It’s a straightforward question, but many turbomachinery engineers can’t easily explain the physics behind blade twist. Some shorter high-pressure turbine (HPT) blades appear nearly 2D in shape (little or no twist). Blade twist is more commonly seen in taller turbine blades, which should give an immediate clue as to origin of blade twist.
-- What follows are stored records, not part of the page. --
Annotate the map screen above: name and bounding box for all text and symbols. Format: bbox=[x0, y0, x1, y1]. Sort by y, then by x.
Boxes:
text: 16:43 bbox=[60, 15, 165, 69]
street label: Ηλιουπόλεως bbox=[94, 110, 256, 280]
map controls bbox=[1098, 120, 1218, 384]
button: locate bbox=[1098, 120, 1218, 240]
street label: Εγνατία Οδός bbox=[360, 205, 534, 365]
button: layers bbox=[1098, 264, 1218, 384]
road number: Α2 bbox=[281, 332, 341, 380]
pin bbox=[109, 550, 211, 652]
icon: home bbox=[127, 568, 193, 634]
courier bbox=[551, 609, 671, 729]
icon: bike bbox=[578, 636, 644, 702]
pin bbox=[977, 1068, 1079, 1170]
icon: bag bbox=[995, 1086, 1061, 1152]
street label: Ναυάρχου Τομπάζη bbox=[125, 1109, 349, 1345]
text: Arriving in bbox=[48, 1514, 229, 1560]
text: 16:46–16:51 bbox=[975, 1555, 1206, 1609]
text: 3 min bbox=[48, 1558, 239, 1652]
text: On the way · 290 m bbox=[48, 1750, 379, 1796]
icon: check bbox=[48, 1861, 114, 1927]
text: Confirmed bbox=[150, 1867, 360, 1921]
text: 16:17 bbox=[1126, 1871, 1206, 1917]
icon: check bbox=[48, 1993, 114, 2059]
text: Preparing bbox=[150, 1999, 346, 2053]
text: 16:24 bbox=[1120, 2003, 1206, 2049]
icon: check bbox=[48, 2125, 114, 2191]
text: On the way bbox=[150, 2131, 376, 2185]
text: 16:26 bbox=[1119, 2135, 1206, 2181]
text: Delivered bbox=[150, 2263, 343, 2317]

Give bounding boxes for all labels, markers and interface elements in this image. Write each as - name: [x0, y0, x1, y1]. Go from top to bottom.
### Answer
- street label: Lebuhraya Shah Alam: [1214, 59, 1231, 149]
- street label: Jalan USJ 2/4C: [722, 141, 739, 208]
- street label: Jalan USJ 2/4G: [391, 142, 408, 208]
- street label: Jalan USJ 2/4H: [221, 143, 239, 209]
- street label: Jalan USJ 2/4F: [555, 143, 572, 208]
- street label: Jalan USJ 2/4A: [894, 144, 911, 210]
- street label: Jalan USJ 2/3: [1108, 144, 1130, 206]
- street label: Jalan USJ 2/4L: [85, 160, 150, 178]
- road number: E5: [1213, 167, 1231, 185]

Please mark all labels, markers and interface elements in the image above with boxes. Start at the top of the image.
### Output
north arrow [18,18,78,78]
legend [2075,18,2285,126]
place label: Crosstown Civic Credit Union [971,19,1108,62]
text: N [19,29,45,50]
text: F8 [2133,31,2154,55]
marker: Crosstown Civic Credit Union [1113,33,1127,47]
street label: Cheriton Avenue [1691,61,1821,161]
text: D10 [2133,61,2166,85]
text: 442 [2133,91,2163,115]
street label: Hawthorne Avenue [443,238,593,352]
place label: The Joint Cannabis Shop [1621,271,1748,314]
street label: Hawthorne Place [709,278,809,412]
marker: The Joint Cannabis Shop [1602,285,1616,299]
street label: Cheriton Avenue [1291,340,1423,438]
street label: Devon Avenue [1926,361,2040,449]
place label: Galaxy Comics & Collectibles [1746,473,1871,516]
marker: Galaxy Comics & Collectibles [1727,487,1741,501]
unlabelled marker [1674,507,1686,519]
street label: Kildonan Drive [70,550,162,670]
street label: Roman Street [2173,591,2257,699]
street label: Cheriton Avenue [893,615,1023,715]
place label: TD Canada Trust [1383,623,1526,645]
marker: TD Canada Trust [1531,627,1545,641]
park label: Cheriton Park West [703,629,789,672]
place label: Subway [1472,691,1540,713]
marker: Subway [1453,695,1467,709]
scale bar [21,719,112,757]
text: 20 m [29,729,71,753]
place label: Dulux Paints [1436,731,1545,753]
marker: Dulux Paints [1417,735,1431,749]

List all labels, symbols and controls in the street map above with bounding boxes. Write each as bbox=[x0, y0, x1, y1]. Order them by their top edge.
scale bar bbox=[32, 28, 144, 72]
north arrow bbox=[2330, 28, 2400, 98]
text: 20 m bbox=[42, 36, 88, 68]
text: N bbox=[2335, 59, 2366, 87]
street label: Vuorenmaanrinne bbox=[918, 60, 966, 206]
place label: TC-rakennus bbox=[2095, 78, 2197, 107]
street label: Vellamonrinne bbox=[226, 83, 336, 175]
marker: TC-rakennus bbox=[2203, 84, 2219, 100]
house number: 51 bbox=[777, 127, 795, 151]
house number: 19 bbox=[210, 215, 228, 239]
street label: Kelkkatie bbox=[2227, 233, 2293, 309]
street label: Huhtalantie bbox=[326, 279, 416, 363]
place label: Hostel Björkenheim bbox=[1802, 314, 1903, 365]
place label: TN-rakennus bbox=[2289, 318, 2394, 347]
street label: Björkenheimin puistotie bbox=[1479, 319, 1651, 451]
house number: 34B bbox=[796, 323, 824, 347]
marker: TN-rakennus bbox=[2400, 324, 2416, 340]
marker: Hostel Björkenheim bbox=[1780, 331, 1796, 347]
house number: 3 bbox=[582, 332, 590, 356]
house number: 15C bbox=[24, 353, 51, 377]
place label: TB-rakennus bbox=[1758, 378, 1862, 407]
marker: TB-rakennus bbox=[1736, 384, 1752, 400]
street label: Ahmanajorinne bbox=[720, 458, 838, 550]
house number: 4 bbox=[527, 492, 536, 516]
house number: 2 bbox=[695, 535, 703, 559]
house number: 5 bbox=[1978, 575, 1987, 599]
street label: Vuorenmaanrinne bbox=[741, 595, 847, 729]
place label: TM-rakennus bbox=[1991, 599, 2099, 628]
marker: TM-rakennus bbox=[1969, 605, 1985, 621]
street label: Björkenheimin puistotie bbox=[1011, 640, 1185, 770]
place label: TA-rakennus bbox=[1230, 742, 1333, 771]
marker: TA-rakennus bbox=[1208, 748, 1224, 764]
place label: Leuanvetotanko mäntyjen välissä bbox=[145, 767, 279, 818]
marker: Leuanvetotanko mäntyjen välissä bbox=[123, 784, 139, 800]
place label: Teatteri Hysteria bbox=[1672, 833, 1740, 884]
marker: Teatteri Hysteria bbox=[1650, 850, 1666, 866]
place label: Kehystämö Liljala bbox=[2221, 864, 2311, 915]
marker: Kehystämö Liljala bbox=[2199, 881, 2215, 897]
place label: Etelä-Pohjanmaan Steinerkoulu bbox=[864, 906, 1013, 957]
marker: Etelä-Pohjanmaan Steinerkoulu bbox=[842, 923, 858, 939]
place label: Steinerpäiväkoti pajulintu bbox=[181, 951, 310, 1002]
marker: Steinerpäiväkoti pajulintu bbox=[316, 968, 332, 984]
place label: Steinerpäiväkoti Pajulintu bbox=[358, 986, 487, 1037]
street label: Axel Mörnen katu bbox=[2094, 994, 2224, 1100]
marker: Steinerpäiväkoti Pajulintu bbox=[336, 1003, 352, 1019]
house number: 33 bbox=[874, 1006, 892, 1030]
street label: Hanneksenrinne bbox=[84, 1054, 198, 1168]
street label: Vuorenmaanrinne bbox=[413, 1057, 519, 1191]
Twisted Blade TurbineAs with many other turbomachinery blading design questions, the origin of twist can be explained by drawing vector diagrams for the appropriate sections, in this case, for a turbine blade hub, mean, and tip blade sections. The following figure shows such a diagram for a free vortex blade design. Three main velocity components are shown: ‘U’, the wheel speed, ‘W’, the flow velocity in the relative frame, and ‘C’, the flow velocity in the absolute frame. The tangential component of the absolute velocity, Cɵ, is also shown for each section. Remembering turbomachinery vector diagram addition, relative velocity + blade speed = absolute velocity, which checks out for the vector diagrams shown in this figure.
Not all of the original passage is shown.